L’idée que la déforestation et l’empiétement humain sur les terres sauvages alimentent les pandémies n’est pas nouvelle. Par exemple, les experts pensent que le VIH, qui cause le SIDA, a d’abord infecté les humains lorsque les gens ont mangé des chimpanzés en Afrique centrale. Une épidémie malaisienne à la fin de 1998 et au début de 1999 du virus Nipah transmis par les chauves-souris s’est propagée des chauves-souris aux porcs. Les porcs l’ont amplifié et il s’est propagé aux humains, infectant 276 personnes et en tuant 106 lors de cette épidémie. Le lien avec le stress provoqué par les changements environnementaux est maintenant en train d’émerger.

Le système immunitaire des chauves-souris est une pièce essentielle de ce puzzle complexe. Les chauves-souris frugivores jamaïcaines conservées à la MSU aideront les chercheurs à en savoir plus sur les effets du stress nutritionnel sur leur charge virale.

Vincent Munster, chef de l’unité d’écologie des virus des Rocky Mountain Laboratories et membre de BatOneHealth, étudie également différentes espèces de chauves-souris pour mieux comprendre l’écologie des retombées. “Il existe 1 400 espèces de chauves-souris différentes et il existe des différences très importantes entre les chauves-souris qui hébergent des coronavirus et les chauves-souris qui hébergent le virus Ebola”, a déclaré Munster. “Et les chauves-souris qui vivent avec des centaines de milliers de personnes contre des chauves-souris qui sont relativement solitaires.”

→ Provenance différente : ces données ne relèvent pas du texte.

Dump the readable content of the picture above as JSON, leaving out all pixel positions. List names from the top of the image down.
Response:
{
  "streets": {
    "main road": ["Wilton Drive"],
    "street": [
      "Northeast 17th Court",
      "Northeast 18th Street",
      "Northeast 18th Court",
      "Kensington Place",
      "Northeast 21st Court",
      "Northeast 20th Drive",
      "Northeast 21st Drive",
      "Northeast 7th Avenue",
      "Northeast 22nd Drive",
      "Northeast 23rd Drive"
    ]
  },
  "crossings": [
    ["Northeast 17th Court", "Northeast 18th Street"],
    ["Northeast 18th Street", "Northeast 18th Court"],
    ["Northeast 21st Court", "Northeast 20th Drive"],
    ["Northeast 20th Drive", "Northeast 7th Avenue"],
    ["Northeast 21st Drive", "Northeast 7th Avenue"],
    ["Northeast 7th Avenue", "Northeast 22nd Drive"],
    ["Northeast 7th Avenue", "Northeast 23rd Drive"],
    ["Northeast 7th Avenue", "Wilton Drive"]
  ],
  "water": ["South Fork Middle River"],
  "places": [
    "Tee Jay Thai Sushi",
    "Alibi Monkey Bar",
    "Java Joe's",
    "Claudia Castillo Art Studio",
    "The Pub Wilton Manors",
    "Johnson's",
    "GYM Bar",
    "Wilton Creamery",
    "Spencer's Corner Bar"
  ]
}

Pendant ce temps, le mari de Plowright, Gary Tabor, est président du Center for Large Landscape Conservation, une organisation à but non lucratif qui applique l’écologie de la recherche sur les maladies pour protéger l’habitat de la faune – en partie, pour s’assurer que la faune est correctement nourrie et pour se prémunir contre la propagation du virus.

“La fragmentation de l’habitat est un problème de santé planétaire qui n’est pas suffisamment pris en compte, étant donné que le monde continue de connaître des niveaux sans précédent de défrichement”, a déclaré Tabor.

À mesure que la capacité de prévoir les épidémies s’améliore, d’autres stratégies deviennent possibles. Des modèles capables de prédire où le virus Hendra pourrait se propager pourraient conduire à la vaccination des chevaux dans ces zones.

Une autre solution possible est l’ensemble de “mesures écologiques” auxquelles Hoegh fait référence – comme la plantation à grande échelle d’eucalyptus en fleurs afin que les renards volants ne soient pas obligés de chercher du nectar dans les zones développées.

“En ce moment, le monde se concentre sur la manière dont nous pouvons arrêter la prochaine pandémie”, a déclaré Plowright. “Malheureusement, préserver ou restaurer la nature fait rarement partie des discussions.”

KHN (Kaiser Health News) est une salle de presse nationale qui produit un journalisme approfondi sur les questions de santé. Avec l’analyse des politiques et les sondages, KHN est l’un des trois principaux programmes d’exploitation de la KFF (Kaiser Family Foundation). KFF est une organisation à but non lucratif dotée fournissant des informations sur les problèmes de santé à la nation.